Finalmente, pude tocar os pés do pobre homem. Um calor estranho. Não sabia mais o que fazer. Escalei cruz e pessoa. Dois homens abraçados nas alturas. Ele me disse alguma coisa na língua estrangeira. Eu retruquei, a lhe perguntar sobre o que deveria fazer, por ser a minha única preocupação no momento. Pensei que, se eu arrancasse os cravos, cairíamos ambos do alto do colosso e de nada valeria tanta luta. Se eu lhe soltasse um dos braços, não só cairíamos, como ele teria rasgados os pés e a outra mão. Assim ficamos: cara a cara, sangue a sangue, sorte a sorte.
Imaginava-me abraçado com força no corpo e no madeiro, mas percebi ser isso impossível, porquanto a circunferência dos meus braços não seria tanta.
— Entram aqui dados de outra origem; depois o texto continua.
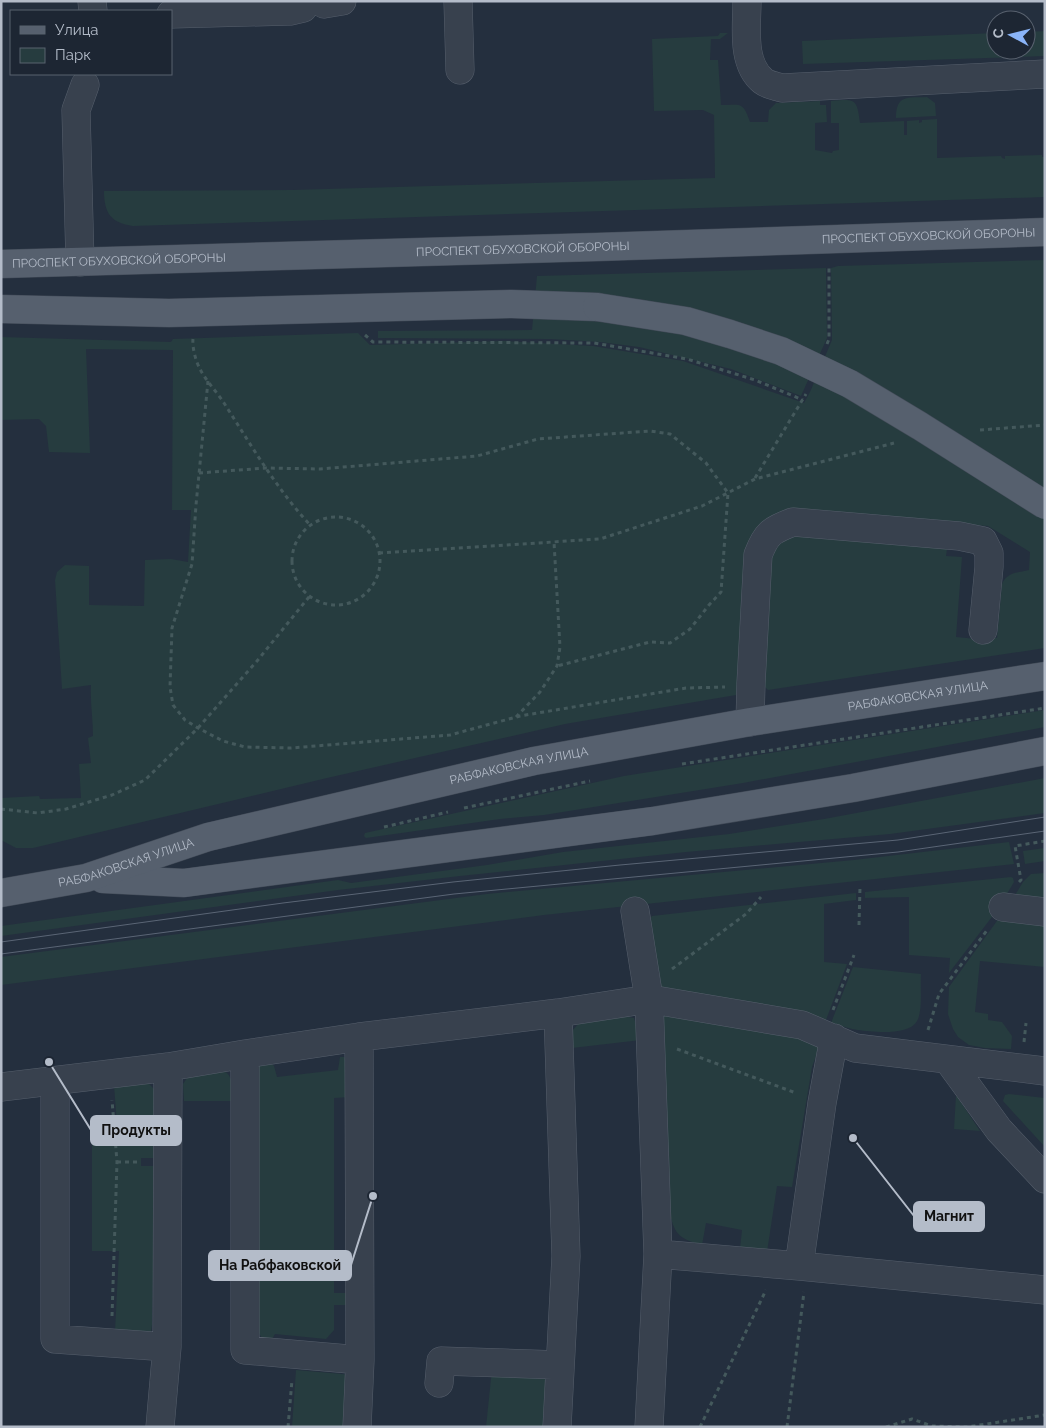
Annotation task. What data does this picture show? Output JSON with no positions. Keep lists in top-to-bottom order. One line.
{"streets":{"main road":["ПРОСПЕКТ ОБУХОВСКОЙ ОБОРОНЫ","РАБФАКОВСКАЯ УЛИЦА"]},"places":["Продукты","Магнит","На Рабфаковской"],"legend":["Улица","Парк"],"north":"left"}
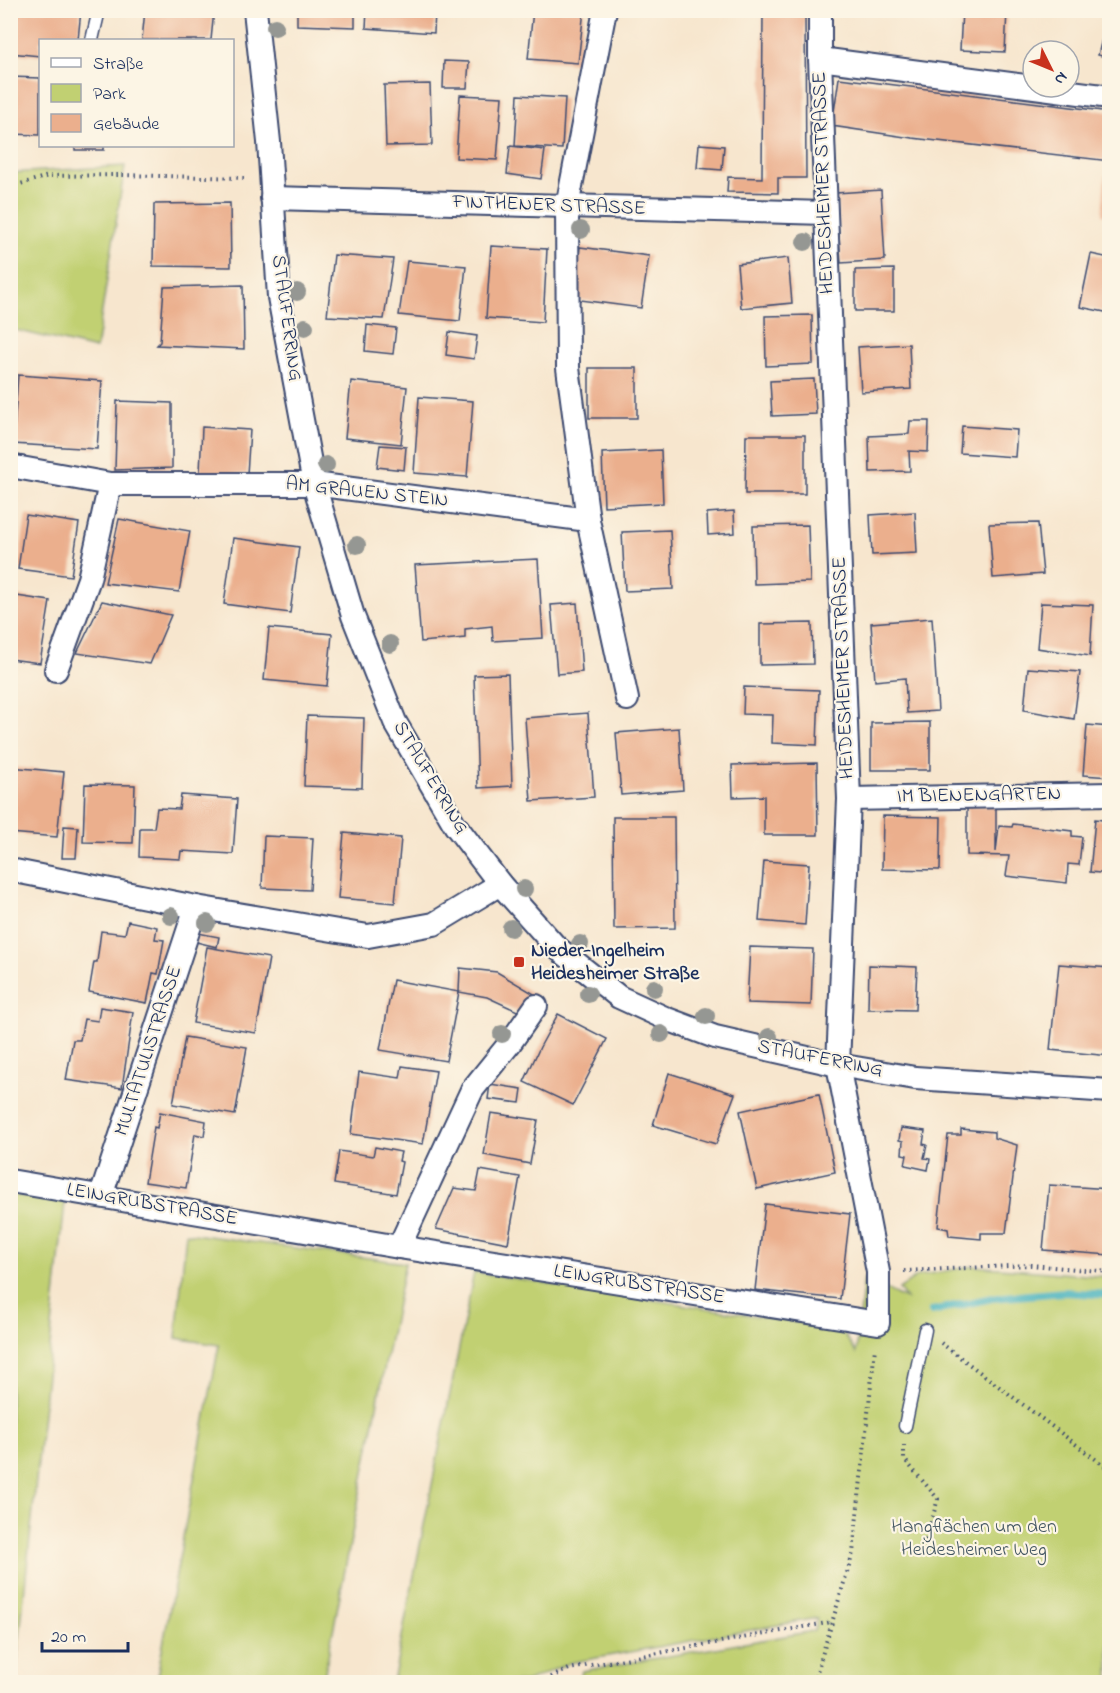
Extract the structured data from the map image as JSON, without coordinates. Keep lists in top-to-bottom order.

Estranhamente, eu não caía. Prendia-me no abraço ao crucificado. Era como se eu tivesse perdido o peso ou a força da gravidade se anulasse. Um sentimento confortante, superior à felicidade. Assim ficaria para sempre. Unia-me ao crucificado pelo amor ao próximo. Estaria com ele para o que viesse. Juntos, irmanados, solidários...
E do céu veio o facho de luz azulada...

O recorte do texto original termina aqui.